WORK TO COMPLETE: Copy out, exactly, the first line of the entries below and every line after it through the one containing "0 #a18682) drop-shadow(-2px".

DATA:
============

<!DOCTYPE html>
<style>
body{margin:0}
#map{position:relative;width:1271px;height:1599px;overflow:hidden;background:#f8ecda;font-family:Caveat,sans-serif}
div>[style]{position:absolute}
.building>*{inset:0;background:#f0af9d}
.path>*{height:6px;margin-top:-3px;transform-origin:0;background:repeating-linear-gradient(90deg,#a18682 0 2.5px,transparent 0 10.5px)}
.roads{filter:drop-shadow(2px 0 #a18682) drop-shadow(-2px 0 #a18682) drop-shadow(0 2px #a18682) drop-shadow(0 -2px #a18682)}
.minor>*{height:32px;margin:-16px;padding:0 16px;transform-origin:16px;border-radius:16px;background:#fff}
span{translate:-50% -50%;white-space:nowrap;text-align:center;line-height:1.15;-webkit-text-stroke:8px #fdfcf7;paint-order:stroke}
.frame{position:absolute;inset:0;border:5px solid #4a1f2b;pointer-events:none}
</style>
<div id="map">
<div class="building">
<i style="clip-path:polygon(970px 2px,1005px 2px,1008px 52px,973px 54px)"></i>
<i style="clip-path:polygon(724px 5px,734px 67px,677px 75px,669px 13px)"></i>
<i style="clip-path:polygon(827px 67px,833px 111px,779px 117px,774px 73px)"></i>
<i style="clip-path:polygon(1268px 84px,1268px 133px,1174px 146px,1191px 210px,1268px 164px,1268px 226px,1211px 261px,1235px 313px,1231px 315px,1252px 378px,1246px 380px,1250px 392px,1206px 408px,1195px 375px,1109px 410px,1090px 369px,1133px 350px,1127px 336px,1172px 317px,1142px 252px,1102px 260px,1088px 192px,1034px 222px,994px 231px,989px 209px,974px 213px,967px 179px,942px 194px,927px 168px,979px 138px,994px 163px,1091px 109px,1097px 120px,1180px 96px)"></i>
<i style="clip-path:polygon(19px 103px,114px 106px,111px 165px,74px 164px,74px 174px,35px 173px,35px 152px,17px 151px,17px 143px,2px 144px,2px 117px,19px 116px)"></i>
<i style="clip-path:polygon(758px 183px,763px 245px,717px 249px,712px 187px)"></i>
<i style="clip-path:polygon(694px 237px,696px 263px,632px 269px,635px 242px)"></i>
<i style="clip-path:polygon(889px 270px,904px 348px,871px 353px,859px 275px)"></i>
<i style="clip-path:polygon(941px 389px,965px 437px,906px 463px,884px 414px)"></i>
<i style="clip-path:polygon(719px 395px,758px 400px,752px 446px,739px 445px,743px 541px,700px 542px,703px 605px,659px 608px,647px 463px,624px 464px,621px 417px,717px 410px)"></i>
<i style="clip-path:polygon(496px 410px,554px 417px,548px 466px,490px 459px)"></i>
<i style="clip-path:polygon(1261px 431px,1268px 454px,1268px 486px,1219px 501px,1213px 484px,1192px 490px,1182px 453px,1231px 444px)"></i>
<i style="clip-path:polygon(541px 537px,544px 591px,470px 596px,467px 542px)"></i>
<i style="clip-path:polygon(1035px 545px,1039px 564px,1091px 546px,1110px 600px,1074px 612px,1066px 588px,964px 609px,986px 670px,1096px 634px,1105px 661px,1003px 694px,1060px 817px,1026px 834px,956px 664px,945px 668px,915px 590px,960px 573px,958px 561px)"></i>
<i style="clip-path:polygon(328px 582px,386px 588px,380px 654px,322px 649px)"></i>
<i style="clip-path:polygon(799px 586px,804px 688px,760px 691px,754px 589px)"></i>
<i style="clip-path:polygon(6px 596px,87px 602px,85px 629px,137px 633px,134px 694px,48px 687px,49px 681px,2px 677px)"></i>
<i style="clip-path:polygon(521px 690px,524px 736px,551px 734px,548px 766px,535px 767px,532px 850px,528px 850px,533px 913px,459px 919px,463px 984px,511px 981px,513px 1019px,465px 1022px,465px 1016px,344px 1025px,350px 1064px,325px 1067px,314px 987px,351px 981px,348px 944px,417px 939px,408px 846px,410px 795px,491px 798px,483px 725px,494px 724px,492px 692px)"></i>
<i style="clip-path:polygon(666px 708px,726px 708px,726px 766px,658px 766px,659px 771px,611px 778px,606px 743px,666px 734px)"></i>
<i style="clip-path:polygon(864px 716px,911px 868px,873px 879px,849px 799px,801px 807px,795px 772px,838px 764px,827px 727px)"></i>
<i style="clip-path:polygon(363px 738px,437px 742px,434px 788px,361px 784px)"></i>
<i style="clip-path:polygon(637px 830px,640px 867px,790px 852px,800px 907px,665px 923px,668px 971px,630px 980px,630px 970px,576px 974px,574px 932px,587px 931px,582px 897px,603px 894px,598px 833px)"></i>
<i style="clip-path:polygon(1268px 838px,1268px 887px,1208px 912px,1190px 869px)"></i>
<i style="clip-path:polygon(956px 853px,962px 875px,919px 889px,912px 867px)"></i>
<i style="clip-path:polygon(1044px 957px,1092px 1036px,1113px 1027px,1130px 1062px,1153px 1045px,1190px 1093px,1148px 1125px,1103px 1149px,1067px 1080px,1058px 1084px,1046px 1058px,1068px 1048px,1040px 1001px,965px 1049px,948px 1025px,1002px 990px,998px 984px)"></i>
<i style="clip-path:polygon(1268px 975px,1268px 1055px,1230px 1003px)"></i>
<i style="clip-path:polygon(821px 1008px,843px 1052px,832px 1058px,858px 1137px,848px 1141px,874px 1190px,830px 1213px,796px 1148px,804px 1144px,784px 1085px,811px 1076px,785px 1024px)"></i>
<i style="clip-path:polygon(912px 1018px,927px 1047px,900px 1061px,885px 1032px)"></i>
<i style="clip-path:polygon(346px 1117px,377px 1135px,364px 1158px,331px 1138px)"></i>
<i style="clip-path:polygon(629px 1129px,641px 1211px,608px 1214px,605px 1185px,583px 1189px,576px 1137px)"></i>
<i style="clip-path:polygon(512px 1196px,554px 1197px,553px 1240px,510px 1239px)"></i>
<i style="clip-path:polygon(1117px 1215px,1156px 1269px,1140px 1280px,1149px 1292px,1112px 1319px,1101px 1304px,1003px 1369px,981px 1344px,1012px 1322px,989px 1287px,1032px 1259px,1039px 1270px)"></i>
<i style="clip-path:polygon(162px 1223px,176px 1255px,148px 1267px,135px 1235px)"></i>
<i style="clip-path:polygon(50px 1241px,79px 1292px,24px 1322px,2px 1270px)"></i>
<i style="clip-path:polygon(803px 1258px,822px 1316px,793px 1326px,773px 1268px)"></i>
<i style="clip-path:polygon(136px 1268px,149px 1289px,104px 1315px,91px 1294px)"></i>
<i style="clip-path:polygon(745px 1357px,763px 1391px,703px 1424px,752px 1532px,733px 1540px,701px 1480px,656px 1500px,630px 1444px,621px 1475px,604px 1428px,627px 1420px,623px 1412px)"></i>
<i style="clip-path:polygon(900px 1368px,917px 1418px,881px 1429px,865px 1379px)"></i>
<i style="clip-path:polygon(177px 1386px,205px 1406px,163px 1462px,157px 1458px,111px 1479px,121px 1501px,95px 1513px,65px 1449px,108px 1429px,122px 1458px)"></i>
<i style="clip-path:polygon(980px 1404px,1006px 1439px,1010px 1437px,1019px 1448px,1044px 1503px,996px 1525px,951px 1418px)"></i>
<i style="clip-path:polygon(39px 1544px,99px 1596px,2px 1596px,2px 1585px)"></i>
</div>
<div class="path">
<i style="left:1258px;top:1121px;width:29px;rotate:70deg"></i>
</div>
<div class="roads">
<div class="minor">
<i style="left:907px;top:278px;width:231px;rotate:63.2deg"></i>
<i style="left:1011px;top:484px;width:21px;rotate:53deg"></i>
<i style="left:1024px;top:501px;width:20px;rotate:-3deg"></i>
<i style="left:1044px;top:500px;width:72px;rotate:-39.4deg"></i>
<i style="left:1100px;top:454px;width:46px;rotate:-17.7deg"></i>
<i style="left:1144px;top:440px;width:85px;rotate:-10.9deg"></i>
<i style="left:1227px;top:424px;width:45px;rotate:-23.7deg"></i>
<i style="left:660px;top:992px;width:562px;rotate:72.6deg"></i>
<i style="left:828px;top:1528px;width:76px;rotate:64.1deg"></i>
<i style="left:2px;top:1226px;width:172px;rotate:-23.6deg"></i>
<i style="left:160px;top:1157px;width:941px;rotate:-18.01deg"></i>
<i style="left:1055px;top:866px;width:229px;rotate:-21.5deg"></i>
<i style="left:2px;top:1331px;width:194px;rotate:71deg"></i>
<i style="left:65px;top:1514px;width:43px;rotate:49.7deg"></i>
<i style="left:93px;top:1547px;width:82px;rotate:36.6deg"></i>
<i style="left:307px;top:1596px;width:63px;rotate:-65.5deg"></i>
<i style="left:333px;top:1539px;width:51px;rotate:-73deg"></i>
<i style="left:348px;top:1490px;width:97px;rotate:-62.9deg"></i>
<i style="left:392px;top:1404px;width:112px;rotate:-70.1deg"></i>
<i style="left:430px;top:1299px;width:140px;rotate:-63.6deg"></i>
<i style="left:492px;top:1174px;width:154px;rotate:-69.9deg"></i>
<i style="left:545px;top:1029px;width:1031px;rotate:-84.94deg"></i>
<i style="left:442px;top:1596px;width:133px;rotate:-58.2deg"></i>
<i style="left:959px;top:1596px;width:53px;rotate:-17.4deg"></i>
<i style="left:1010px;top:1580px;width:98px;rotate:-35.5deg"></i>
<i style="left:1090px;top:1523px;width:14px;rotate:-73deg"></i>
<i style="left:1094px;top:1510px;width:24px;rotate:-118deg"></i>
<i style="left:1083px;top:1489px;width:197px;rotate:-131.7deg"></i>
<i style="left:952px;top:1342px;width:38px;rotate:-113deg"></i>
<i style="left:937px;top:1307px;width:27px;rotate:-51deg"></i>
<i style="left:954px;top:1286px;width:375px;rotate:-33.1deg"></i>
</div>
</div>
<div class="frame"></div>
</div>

============

WRITTEN ANSWER:
<!DOCTYPE html>
<style>
body{margin:0}
#map{position:relative;width:1271px;height:1599px;overflow:hidden;background:#f8ecda;font-family:Caveat,sans-serif}
div>[style]{position:absolute}
.building>*{inset:0;background:#f0af9d}
.path>*{height:6px;margin-top:-3px;transform-origin:0;background:repeating-linear-gradient(90deg,#a18682 0 2.5px,transparent 0 10.5px)}
.roads{filter:drop-shadow(2px 0 #a18682) drop-shadow(-2px 0 #a18682) drop-shadow(0 2px #a18682) drop-shadow(0 -2px #a18682)}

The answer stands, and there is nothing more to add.